- **What you have to do**
Would you reproduce, word for word, only the lines from the one with "M321 1120 360 1135 401 1155" to the end of the listing below?

- **Source data**
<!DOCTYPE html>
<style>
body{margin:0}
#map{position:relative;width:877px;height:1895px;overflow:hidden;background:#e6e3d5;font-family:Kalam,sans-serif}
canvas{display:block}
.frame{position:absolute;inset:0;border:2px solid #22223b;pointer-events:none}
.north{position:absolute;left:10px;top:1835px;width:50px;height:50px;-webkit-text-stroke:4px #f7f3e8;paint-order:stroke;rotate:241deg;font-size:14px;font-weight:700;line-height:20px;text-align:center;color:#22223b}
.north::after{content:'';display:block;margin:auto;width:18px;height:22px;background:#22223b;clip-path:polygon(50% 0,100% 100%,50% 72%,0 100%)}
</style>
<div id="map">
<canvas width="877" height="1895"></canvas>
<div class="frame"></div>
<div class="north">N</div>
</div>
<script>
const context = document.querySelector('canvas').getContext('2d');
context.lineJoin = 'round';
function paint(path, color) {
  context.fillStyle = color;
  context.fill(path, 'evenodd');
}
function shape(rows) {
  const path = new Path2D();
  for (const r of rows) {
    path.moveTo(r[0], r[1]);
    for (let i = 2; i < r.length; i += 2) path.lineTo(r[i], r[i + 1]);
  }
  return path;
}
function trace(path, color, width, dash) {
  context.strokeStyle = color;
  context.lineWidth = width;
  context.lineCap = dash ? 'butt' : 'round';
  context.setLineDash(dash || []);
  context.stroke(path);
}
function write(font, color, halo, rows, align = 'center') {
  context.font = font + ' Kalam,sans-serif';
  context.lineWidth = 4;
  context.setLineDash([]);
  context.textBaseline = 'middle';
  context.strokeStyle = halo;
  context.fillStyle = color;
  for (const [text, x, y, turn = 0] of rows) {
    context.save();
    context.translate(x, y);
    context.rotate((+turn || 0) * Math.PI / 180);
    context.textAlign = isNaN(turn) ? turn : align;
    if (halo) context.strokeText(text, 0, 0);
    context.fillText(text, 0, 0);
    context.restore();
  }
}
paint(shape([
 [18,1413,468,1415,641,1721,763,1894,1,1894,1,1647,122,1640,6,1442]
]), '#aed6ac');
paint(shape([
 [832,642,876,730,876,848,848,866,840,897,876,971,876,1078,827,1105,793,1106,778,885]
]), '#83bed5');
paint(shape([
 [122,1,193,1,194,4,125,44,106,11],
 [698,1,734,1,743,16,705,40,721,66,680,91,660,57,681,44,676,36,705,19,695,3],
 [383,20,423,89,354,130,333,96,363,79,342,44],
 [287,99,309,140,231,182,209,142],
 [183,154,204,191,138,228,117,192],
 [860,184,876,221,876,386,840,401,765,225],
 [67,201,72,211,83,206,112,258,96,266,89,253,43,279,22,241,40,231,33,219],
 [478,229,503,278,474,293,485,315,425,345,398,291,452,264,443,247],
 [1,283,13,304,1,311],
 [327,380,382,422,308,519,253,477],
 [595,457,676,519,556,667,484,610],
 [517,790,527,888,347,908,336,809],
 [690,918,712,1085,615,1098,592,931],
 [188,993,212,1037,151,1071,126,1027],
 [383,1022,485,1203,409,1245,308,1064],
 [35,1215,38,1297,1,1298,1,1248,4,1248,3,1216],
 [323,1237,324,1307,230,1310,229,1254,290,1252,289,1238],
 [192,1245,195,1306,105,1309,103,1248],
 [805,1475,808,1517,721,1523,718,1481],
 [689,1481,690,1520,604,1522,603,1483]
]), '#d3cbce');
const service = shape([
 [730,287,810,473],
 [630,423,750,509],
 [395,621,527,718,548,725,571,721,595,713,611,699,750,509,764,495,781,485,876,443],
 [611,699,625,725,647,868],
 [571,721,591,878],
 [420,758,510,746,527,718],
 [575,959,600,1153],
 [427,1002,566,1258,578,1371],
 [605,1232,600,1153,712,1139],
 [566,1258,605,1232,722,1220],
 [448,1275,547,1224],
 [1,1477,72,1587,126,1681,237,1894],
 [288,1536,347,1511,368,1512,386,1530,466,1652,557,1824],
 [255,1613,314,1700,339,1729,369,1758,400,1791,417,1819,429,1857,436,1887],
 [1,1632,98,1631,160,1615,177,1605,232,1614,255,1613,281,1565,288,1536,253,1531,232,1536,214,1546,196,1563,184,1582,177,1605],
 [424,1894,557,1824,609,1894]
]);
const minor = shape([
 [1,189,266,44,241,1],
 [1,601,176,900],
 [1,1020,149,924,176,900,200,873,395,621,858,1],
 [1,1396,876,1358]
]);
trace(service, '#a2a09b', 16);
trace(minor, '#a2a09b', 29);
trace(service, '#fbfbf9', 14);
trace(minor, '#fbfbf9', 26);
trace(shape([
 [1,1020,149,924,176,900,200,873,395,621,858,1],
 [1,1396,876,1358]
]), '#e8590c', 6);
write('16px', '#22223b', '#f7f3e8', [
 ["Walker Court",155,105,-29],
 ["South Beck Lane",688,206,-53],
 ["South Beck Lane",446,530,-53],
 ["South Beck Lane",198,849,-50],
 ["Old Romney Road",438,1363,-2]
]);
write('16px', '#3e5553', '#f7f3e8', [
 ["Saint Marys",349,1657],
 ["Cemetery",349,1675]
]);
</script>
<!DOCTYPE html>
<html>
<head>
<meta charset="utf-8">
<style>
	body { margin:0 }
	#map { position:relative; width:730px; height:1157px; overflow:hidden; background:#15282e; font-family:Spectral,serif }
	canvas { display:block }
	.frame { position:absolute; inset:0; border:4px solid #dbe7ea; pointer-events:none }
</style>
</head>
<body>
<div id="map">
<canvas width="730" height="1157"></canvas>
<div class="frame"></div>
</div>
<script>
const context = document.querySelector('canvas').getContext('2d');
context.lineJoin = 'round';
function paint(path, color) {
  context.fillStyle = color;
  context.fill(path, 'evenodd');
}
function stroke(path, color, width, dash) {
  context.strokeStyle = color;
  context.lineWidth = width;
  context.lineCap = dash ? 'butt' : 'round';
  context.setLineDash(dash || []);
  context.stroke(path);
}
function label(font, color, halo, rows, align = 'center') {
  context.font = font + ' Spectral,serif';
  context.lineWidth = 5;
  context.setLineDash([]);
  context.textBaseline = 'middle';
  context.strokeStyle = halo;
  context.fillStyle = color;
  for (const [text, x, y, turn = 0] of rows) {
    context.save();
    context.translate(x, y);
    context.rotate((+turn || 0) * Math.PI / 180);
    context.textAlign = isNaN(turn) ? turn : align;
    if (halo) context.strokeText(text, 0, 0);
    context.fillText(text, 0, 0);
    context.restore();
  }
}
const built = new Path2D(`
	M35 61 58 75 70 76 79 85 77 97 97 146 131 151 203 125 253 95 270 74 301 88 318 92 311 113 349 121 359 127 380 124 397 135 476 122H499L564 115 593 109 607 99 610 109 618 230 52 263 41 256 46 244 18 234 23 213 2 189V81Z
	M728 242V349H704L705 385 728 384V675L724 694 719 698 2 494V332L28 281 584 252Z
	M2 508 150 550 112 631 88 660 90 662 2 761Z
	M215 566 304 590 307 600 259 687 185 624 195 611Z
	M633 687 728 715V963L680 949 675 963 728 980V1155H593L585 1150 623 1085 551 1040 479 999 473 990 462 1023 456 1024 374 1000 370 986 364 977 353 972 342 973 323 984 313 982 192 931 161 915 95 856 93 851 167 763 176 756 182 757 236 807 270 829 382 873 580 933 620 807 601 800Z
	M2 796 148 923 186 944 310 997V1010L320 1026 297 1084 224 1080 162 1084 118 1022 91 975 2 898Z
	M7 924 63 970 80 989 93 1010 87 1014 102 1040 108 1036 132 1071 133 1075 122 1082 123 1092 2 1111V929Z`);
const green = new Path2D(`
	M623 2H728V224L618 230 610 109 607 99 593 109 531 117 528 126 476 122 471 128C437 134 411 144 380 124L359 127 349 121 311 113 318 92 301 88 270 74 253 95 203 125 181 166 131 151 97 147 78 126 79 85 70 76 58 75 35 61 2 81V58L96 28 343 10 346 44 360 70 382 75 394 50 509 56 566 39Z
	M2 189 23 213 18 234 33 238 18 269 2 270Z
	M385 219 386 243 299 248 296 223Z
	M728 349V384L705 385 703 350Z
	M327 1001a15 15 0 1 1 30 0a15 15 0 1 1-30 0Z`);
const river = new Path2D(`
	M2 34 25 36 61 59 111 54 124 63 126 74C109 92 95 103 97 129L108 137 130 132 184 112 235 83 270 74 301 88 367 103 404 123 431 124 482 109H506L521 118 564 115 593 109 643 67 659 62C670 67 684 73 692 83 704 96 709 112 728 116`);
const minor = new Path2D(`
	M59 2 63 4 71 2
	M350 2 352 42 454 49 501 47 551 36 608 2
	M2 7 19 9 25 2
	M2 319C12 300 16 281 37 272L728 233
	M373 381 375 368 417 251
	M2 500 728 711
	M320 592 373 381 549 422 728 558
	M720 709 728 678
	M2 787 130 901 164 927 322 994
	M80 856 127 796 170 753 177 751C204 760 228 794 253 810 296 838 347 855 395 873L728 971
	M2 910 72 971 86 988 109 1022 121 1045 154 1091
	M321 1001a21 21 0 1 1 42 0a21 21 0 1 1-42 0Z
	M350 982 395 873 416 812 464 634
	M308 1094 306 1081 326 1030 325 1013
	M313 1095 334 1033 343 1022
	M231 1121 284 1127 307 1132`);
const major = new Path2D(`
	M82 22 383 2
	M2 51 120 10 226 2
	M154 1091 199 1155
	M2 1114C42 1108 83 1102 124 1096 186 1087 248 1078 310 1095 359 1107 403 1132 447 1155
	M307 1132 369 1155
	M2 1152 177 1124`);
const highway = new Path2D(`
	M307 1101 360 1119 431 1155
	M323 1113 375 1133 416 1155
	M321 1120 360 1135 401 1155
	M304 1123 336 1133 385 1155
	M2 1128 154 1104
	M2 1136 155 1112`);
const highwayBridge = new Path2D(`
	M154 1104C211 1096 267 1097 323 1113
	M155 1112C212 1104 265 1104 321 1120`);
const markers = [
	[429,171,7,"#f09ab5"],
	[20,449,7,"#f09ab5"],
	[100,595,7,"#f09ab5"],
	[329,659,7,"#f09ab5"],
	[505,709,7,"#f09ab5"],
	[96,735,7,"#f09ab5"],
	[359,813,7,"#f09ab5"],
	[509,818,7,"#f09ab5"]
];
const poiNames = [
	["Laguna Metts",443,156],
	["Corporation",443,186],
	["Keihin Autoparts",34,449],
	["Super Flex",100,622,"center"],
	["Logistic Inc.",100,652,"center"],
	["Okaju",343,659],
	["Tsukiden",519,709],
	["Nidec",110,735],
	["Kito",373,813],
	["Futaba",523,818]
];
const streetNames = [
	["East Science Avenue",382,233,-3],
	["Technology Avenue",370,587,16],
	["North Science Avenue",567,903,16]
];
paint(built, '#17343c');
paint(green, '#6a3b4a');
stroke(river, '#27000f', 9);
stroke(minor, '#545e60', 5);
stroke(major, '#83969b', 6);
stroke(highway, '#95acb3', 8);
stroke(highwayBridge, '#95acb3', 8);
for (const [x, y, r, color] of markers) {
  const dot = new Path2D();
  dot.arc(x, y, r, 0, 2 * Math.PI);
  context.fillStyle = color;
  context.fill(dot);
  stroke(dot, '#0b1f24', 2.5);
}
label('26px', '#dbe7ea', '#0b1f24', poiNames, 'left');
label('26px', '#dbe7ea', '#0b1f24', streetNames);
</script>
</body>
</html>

- **Finished exercise**
	M321 1120 360 1135 401 1155
	M304 1123 336 1133 385 1155
	M2 1128 154 1104
	M2 1136 155 1112`);
const highwayBridge = new Path2D(`
	M154 1104C211 1096 267 1097 323 1113
	M155 1112C212 1104 265 1104 321 1120`);
const markers = [
	[429,171,7,"#f09ab5"],
	[20,449,7,"#f09ab5"],
	[100,595,7,"#f09ab5"],
	[329,659,7,"#f09ab5"],
	[505,709,7,"#f09ab5"],
	[96,735,7,"#f09ab5"],
	[359,813,7,"#f09ab5"],
	[509,818,7,"#f09ab5"]
];
const poiNames = [
	["Laguna Metts",443,156],
	["Corporation",443,186],
	["Keihin Autoparts",34,449],
	["Super Flex",100,622,"center"],
	["Logistic Inc.",100,652,"center"],
	["Okaju",343,659],
	["Tsukiden",519,709],
	["Nidec",110,735],
	["Kito",373,813],
	["Futaba",523,818]
];
const streetNames = [
	["East Science Avenue",382,233,-3],
	["Technology Avenue",370,587,16],
	["North Science Avenue",567,903,16]
];
paint(built, '#17343c');
paint(green, '#6a3b4a');
stroke(river, '#27000f', 9);
stroke(minor, '#545e60', 5);
stroke(major, '#83969b', 6);
stroke(highway, '#95acb3', 8);
stroke(highwayBridge, '#95acb3', 8);
for (const [x, y, r, color] of markers) {
  const dot = new Path2D();
  dot.arc(x, y, r, 0, 2 * Math.PI);
  context.fillStyle = color;
  context.fill(dot);
  stroke(dot, '#0b1f24', 2.5);
}
label('26px', '#dbe7ea', '#0b1f24', poiNames, 'left');
label('26px', '#dbe7ea', '#0b1f24', streetNames);
</script>
</body>
</html>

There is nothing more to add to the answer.